**Directions:**
Please restate the records that follow word for word, omitting any images.

**Available data:**
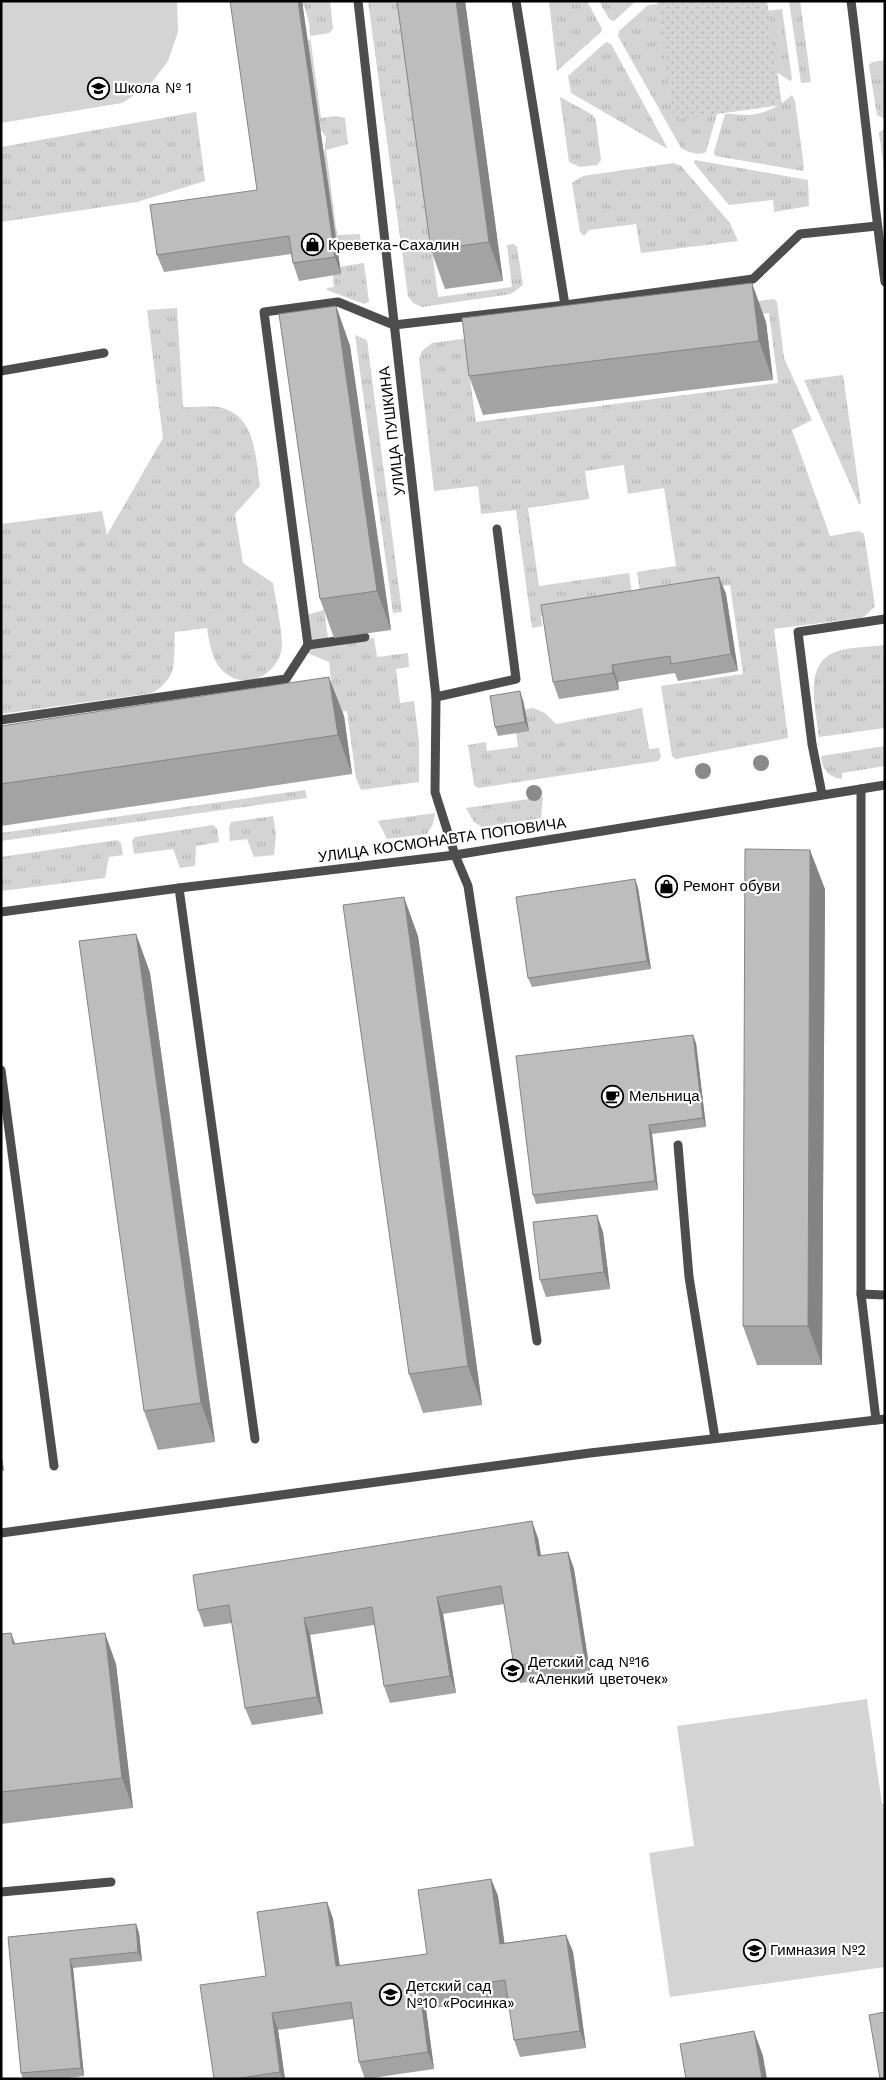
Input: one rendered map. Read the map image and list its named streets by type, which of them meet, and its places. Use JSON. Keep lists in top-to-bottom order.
{
  "streets": {
    "street": ["УЛИЦА ПУШКИНА", "УЛИЦА КОСМОНАВТА ПОПОВИЧА"]
  },
  "crossings": [
    ["УЛИЦА ПУШКИНА", "УЛИЦА КОСМОНАВТА ПОПОВИЧА"]
  ],
  "places": {
    "school or university": [
      "Школа № 1",
      "Детский сад №16 «Аленкий цветочек»",
      "Гимназия №2",
      "Детский сад №10 «Росинка»"
    ],
    "shop": ["Креветка-Сахалин", "Ремонт обуви"],
    "cafe": ["Мельница"]
  }
}
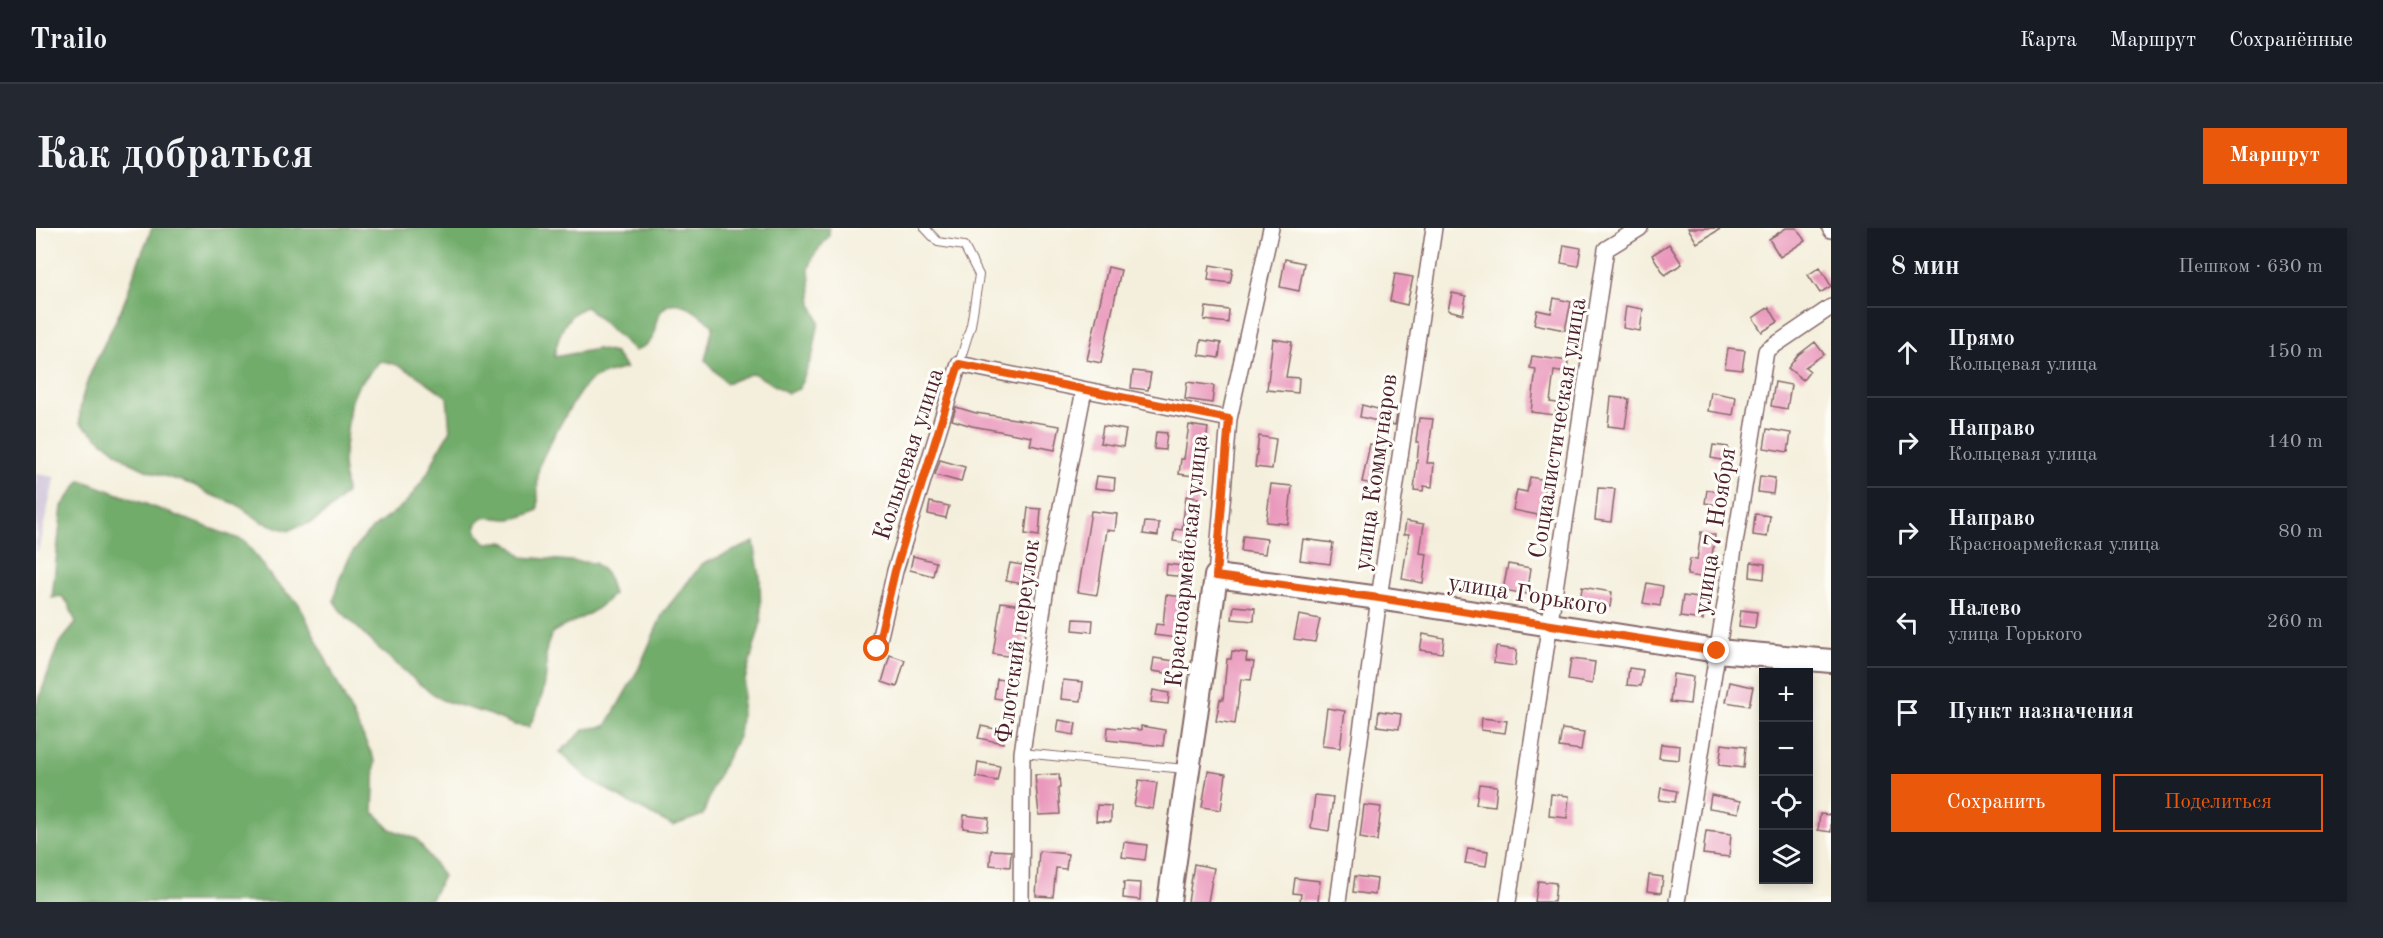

**Result of the task:**
Input: one rendered map. Read the map image and list its named streets by type, which of them meet, and its places. Use JSON. Keep lists in top-to-bottom order.
{
  "streets": {
    "street": ["УЛИЦА ПУШКИНА", "УЛИЦА КОСМОНАВТА ПОПОВИЧА"]
  },
  "crossings": [
    ["УЛИЦА ПУШКИНА", "УЛИЦА КОСМОНАВТА ПОПОВИЧА"]
  ],
  "places": {
    "school or university": [
      "Школа № 1",
      "Детский сад №16 «Аленкий цветочек»",
      "Гимназия №2",
      "Детский сад №10 «Росинка»"
    ],
    "shop": ["Креветка-Сахалин", "Ремонт обуви"],
    "cafe": ["Мельница"]
  }
}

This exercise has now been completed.